Exercise instructions:
Please copy out every line in the entries that includes the word "Sand".

Stored data entries:
=== Begin Enclosure ===
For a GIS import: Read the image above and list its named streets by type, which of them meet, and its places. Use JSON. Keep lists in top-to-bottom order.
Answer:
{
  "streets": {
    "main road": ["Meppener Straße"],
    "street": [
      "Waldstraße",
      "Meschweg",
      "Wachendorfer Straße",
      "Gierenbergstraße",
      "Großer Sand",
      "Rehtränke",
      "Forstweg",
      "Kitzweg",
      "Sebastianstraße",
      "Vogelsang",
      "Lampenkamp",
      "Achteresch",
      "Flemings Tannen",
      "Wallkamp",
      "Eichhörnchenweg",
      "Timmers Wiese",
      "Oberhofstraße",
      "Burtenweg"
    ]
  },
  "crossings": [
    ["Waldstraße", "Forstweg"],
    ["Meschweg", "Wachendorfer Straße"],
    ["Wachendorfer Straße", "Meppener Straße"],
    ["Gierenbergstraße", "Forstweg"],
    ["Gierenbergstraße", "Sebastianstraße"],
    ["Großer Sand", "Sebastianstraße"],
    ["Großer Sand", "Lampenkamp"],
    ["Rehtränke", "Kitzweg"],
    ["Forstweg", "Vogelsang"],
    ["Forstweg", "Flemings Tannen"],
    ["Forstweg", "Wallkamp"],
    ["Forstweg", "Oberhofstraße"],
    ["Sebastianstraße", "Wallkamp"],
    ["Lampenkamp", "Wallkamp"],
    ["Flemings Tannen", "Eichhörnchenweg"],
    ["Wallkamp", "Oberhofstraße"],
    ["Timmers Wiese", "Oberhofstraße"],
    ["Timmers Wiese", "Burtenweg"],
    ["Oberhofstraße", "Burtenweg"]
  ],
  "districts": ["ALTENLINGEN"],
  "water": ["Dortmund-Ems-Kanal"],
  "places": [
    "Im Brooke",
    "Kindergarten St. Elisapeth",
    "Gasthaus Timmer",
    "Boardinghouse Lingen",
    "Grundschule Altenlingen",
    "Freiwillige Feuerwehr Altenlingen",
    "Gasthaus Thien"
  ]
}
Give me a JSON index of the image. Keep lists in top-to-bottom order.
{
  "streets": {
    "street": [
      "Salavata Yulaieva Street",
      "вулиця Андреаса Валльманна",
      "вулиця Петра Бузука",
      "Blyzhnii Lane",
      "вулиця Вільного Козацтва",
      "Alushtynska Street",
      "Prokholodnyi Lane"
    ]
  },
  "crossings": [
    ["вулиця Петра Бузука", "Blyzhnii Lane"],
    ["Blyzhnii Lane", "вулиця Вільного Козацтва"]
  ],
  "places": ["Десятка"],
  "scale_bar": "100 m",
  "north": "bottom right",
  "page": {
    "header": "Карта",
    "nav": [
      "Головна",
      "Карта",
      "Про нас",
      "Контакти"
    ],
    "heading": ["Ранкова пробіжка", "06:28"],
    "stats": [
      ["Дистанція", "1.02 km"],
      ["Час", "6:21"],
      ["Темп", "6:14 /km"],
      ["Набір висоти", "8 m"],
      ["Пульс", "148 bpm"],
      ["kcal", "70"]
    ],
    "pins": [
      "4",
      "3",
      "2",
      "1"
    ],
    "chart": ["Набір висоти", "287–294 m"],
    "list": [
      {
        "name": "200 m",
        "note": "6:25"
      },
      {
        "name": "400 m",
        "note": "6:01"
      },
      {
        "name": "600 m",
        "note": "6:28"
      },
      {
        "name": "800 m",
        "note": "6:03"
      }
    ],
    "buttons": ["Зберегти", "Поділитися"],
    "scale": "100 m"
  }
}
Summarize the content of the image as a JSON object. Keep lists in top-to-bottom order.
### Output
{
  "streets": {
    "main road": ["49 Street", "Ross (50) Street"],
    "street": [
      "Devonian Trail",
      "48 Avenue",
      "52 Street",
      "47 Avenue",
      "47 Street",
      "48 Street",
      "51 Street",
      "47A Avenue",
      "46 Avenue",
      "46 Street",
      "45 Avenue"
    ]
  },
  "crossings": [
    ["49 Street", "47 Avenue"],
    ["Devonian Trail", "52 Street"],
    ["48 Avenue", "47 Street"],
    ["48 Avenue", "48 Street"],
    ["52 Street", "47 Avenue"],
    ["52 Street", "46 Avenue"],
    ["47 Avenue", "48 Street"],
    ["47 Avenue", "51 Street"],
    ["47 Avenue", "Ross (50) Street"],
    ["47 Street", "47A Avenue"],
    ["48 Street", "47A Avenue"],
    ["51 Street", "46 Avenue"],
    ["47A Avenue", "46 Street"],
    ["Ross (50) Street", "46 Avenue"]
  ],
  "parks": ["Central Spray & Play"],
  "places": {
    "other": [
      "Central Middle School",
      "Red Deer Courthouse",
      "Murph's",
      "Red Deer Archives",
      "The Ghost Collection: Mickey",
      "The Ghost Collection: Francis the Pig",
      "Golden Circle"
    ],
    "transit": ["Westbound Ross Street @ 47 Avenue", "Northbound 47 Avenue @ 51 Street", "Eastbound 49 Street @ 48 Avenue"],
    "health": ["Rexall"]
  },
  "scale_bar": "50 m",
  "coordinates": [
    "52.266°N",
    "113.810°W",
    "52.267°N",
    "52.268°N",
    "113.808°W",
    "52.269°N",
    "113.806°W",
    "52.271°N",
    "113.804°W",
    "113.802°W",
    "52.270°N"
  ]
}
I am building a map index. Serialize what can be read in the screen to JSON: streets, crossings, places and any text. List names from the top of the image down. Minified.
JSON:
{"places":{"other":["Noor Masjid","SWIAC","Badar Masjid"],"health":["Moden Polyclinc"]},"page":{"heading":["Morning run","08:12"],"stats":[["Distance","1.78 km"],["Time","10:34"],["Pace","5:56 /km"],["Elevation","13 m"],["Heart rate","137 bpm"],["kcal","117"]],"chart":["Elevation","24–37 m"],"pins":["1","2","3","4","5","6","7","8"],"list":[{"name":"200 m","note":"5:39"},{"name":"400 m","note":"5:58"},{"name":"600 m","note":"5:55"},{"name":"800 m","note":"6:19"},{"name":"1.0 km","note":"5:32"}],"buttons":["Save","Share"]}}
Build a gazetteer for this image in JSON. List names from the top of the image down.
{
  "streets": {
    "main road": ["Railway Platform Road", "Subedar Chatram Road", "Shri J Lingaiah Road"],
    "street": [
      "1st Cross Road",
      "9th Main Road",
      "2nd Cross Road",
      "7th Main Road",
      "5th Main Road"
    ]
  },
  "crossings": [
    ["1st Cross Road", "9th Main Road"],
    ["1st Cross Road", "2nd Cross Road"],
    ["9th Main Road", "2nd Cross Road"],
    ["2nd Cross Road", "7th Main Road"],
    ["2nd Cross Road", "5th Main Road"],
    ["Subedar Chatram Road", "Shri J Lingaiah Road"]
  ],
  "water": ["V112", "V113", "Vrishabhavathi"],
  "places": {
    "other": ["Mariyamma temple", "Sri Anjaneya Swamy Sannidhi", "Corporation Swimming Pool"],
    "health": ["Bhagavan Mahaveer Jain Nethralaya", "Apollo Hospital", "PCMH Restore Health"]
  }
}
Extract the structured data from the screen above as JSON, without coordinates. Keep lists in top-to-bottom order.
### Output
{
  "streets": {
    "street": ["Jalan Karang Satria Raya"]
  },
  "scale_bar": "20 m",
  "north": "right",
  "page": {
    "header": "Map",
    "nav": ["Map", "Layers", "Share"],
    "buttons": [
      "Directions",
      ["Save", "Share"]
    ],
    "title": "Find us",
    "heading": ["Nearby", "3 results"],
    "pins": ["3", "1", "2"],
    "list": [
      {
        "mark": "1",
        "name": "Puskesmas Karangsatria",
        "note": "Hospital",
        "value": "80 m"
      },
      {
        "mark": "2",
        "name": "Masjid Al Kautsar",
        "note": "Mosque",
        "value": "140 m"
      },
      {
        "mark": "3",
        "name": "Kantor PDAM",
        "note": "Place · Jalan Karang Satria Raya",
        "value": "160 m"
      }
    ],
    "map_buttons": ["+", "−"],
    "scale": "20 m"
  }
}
=== End Enclosure ===
The completed task:
      "Großer Sand",
    ["Großer Sand", "Sebastianstraße"],
    ["Großer Sand", "Lampenkamp"],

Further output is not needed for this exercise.